§ **Data for analysis**:
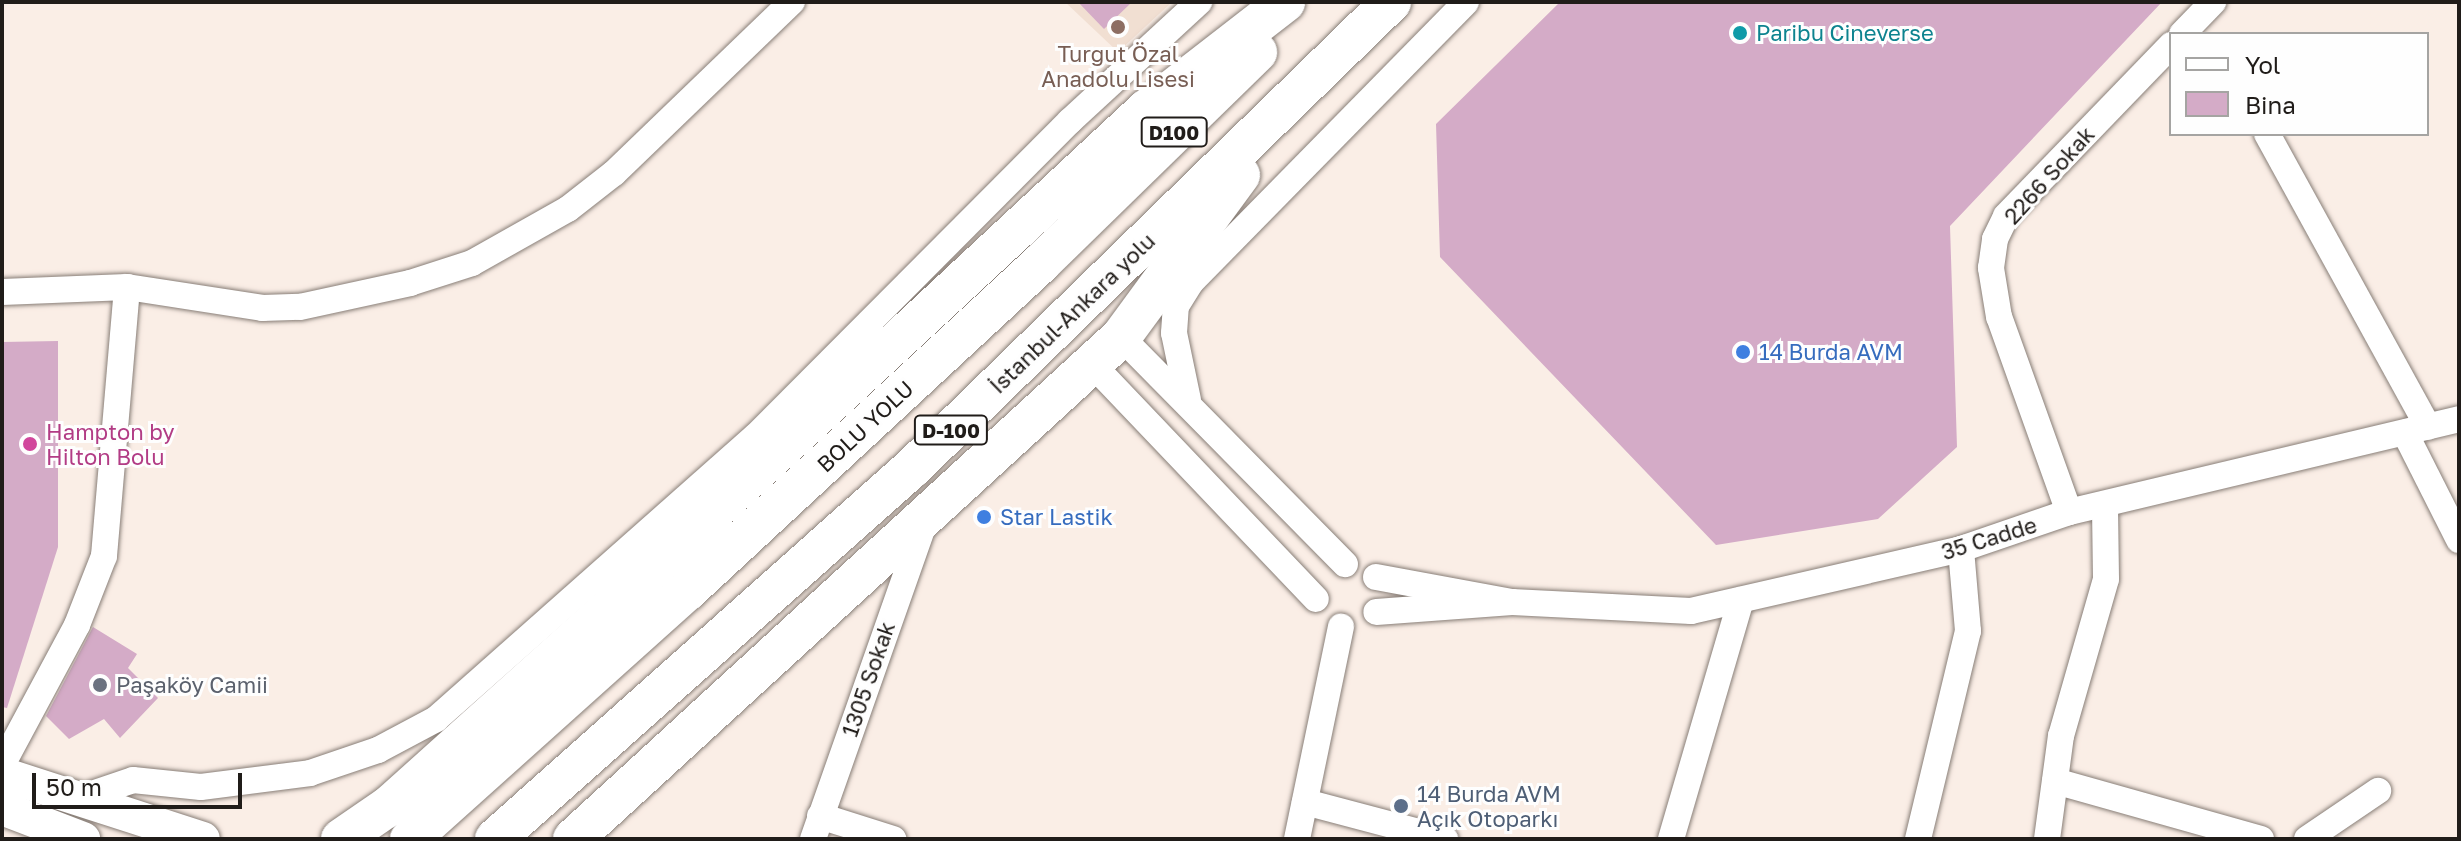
<!DOCTYPE html>
<html>
<head>
<meta charset="utf-8">
<style>
	body { margin:0 }
	#map { position:relative; width:2461px; height:841px; overflow:hidden; background:#faeee6; font-family:"Golos Text",sans-serif }
	div>[style] { position:absolute }
	.built>* { inset:0; background:#f1dfd2 }
	.building>* { inset:0; background:#d4abc7 }
	.roads { filter:drop-shadow(0 0 2px #887e77) drop-shadow(0 0 2px #887e77) }
	.minor>* { height:26px; margin:-13px; padding:0 13px; transform-origin:13px; border-radius:13px; background:#fff }
	.major>* { height:34px; margin:-17px; padding:0 17px; transform-origin:17px; border-radius:17px; background:#fff }
	.highway>* { height:40px; margin:-20px; padding:0 20px; transform-origin:20px; border-radius:20px; background:#fff }
	.dots>* { width:22px; height:22px; translate:-50% -50%; box-sizing:border-box; border:4px solid #fefefe; border-radius:50% }
	span { translate:-50% -50%; white-space:nowrap; text-align:center; line-height:1.15; -webkit-text-stroke:6px #fefefe; paint-order:stroke }
	.shield-label span { padding:2px 6px; background:#fefefe; border:2px solid; border-radius:6px; -webkit-text-stroke-width:0 }
	.shield-label { font-size:20px; color:#201c19; font-weight:700 }
	.culture-label { font-size:22px; color:#0d838f }
	.left { translate:0 -50%; text-align:left }
	.education-label { font-size:22px; color:#785e54 }
	.street-label { font-size:22px; color:#201c19 }
	.shop-label { font-size:22px; color:#366cbe }
	.hotel-label { font-size:22px; color:#b23c85 }
	.worship-label { font-size:22px; color:#5b616d }
	.service-label { font-size:22px; color:#4e5e75 }
	.frame { position:absolute; inset:0; border:4px solid #201c19; pointer-events:none }
	.legend { position:absolute; left:2169px; top:32px; width:260px; height:104px; box-sizing:border-box; background:#fefefe; border:2px solid #a5a4a2; margin:0; padding:10px 14px; list-style:none; font-size:24px; color:#201c19 }
	.legend li { display:flex; align-items:center; gap:16px; height:40px }
	.legend b { width:40px; border:2px solid #a5a4a2 }
	.scale { position:absolute; left:32px; top:773px; width:210px; height:36px; box-sizing:border-box; border:4px solid #201c19; border-top:0; padding-left:10px; font-size:24px; line-height:28px; white-space:nowrap; color:#201c19; -webkit-text-stroke:6px #fefefe; paint-order:stroke }
</style>
</head>
<body>
<div id="map">
	<div class="built">
		<div style="clip-path:polygon(1065px 2px,1172px 2px,1118px 52px)"></div>
	</div>
	<div class="building">
		<div style="clip-path:polygon(1078px 2px,1132px 2px,1104px 29px)"></div>
		<div style="clip-path:polygon(1560px 2px,2162px 2px,1950px 226px,1957px 447px,1878px 519px,1716px 545px,1440px 257px,1436px 124px)"></div>
		<div style="clip-path:polygon(58px 341px,58px 547px,7px 708px,2px 707px,2px 342px)"></div>
		<div style="clip-path:polygon(93px 627px,137px 654px,128px 668px,158px 698px,120px 738px,104px 719px,69px 739px,46px 716px)"></div>
	</div>
	<div class="roads">
		<div class="minor">
			<div style="left:2182px;top:34px;width:45px;rotate:-45.9deg"></div>
			<div style="left:2267px;top:134px;width:334px;rotate:61.2deg"></div>
			<div style="left:2px;top:292px;width:125px;rotate:-2.3deg"></div>
			<div style="left:127px;top:287px;width:137px;rotate:8.8deg"></div>
			<div style="left:262px;top:308px;width:38px;rotate:-2deg"></div>
			<div style="left:300px;top:307px;width:113px;rotate:-12.3deg"></div>
			<div style="left:410px;top:283px;width:65px;rotate:-17.9deg"></div>
			<div style="left:472px;top:263px;width:110px;rotate:-29.4deg"></div>
			<div style="left:568px;top:209px;width:58px;rotate:-38deg"></div>
			<div style="left:614px;top:173px;width:247px;rotate:-43.9deg"></div>
			<div style="left:1121px;top:337px;width:319px;rotate:45.4deg"></div>
			<div style="left:1093px;top:365px;width:323px;rotate:46.4deg"></div>
			<div style="left:1188px;top:400px;width:68px;rotate:-101.8deg"></div>
			<div style="left:1174px;top:333px;width:27px;rotate:-86deg"></div>
			<div style="left:1176px;top:306px;width:28px;rotate:-58deg"></div>
			<div style="left:1191px;top:282px;width:392px;rotate:-45.5deg"></div>
			<div style="left:2405px;top:433px;width:120px;rotate:63.2deg"></div>
			<div style="left:2069px;top:512px;width:207px;rotate:-109.7deg"></div>
			<div style="left:1999px;top:317px;width:50px;rotate:-99.3deg"></div>
			<div style="left:1991px;top:268px;width:29px;rotate:-82deg"></div>
			<div style="left:1995px;top:239px;width:25px;rotate:-64deg"></div>
			<div style="left:2006px;top:216px;width:238px;rotate:-46deg"></div>
			<div style="left:1376px;top:577px;width:138px;rotate:10.4deg"></div>
			<div style="left:1512px;top:602px;width:136px;rotate:175.8deg"></div>
			<div style="left:1512px;top:602px;width:179px;rotate:2.9deg"></div>
			<div style="left:1691px;top:611px;width:277px;rotate:-12.9deg"></div>
			<div style="left:1961px;top:549px;width:114px;rotate:-18.9deg"></div>
			<div style="left:2069px;top:512px;width:401px;rotate:-13.4deg"></div>
			<div style="left:2px;top:765px;width:159px;rotate:-61.8deg"></div>
			<div style="left:77px;top:625px;width:74px;rotate:-68.6deg"></div>
			<div style="left:104px;top:556px;width:270px;rotate:-85.1deg"></div>
			<div style="left:2055px;top:781px;width:214px;rotate:15.7deg"></div>
			<div style="left:77px;top:799px;width:59px;rotate:-18.7deg"></div>
			<div style="left:133px;top:780px;width:68px;rotate:5.9deg"></div>
			<div style="left:201px;top:787px;width:110px;rotate:-7.3deg"></div>
			<div style="left:310px;top:773px;width:72px;rotate:-18.7deg"></div>
			<div style="left:378px;top:750px;width:66px;rotate:-28.1deg"></div>
			<div style="left:436px;top:719px;width:426px;rotate:-41.5deg"></div>
			<div style="left:755px;top:437px;width:446px;rotate:-45.1deg"></div>
			<div style="left:1070px;top:121px;width:176px;rotate:-42.7deg"></div>
			<div style="left:1305px;top:802px;width:145px;rotate:14.8deg"></div>
			<div style="left:820px;top:816px;width:77px;rotate:17.5deg"></div>
			<div style="left:813px;top:839px;width:335px;rotate:-70.6deg"></div>
			<div style="left:1297px;top:839px;width:217px;rotate:-78.3deg"></div>
			<div style="left:1671px;top:839px;width:249px;rotate:-73.7deg"></div>
			<div style="left:1918px;top:839px;width:214px;rotate:-76.5deg"></div>
			<div style="left:1968px;top:631px;width:82px;rotate:-94.9deg"></div>
			<div style="left:2047px;top:839px;width:104px;rotate:-82.3deg"></div>
			<div style="left:2061px;top:736px;width:163px;rotate:-74deg"></div>
			<div style="left:2106px;top:579px;width:75px;rotate:-90.8deg"></div>
			<div style="left:2307px;top:839px;width:86px;rotate:-34.1deg"></div>
		</div>
		<div class="major">
			<div style="left:2px;top:774px;width:211px;rotate:17.9deg"></div>
			<div style="left:2px;top:808px;width:87px;rotate:20.9deg"></div>
		</div>
		<div class="highway">
			<div style="left:341px;top:839px;width:58px;rotate:-34.5deg"></div>
			<div style="left:389px;top:806px;width:316px;rotate:-41.9deg"></div>
			<div style="left:624px;top:595px;width:713px;rotate:-42.9deg"></div>
			<div style="left:1146px;top:110px;width:176px;rotate:-37.8deg"></div>
			<div style="left:410px;top:839px;width:373px;rotate:-41.9deg"></div>
			<div style="left:688px;top:590px;width:481px;rotate:-42.8deg"></div>
			<div style="left:1041px;top:263px;width:302px;rotate:-44.3deg"></div>
			<div style="left:495px;top:839px;width:560px;rotate:-41.67deg"></div>
			<div style="left:913px;top:467px;width:667px;rotate:-44.21deg"></div>
			<div style="left:573px;top:839px;width:743px;rotate:-42.49deg"></div>
			<div style="left:1121px;top:337px;width:201px;rotate:-53.7deg"></div>
		</div>
	</div>
	<div class="dots">
		<div style="left:1118px;top:27px;background:#8d6e63"></div>
		<div style="left:1740px;top:33px;background:#0f9aa8"></div>
		<div style="left:1743px;top:352px;background:#3f7fe0"></div>
		<div style="left:30px;top:444px;background:#d1479c"></div>
		<div style="left:984px;top:517px;background:#3f7fe0"></div>
		<div style="left:100px;top:685px;background:#6b7280"></div>
		<div style="left:1401px;top:806px;background:#5c6f8a"></div>
	</div>
	<div class="shield-label">
		<span style="left:1174px;top:132px">D100</span>
		<span style="left:951px;top:430px">D-100</span>
	</div>
	<div class="culture-label">
		<span class="left" style="left:1756px;top:33px">Paribu Cineverse</span>
	</div>
	<div class="education-label">
		<span style="left:1118px;top:66px">Turgut Özal<br>Anadolu Lisesi</span>
	</div>
	<div class="street-label">
		<span style="left:2049px;top:175px;rotate:-48deg">2266 Sokak</span>
		<span style="left:1072px;top:313px;rotate:-44deg">İstanbul-Ankara yolu</span>
		<span style="left:865px;top:426px;rotate:-43deg">BOLU YOLU</span>
		<span style="left:1989px;top:538px;rotate:-17deg">35 Cadde</span>
		<span style="left:868px;top:679px;rotate:-71deg">1305 Sokak</span>
	</div>
	<div class="shop-label">
		<span class="left" style="left:1759px;top:352px">14 Burda AVM</span>
		<span class="left" style="left:1000px;top:517px">Star Lastik</span>
	</div>
	<div class="hotel-label">
		<span class="left" style="left:46px;top:444px">Hampton by<br>Hilton Bolu</span>
	</div>
	<div class="worship-label">
		<span class="left" style="left:116px;top:685px">Paşaköy Camii</span>
	</div>
	<div class="service-label">
		<span class="left" style="left:1417px;top:806px">14 Burda AVM<br>Açık Otoparkı</span>
	</div>
	<div class="frame"></div>
	<ul class="legend">
	<li><b style="height:10px;background:#fff"></b>Yol</li>
	<li><b style="height:22px;background:#d4abc7"></b>Bina</li>
	</ul>
	<div class="scale">50 m</div>
</div>
</body>
</html>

§ **Required work**: Note how many lines in the data above have the string "education" in them, and give that number by itself.

§ **Written solution**: 2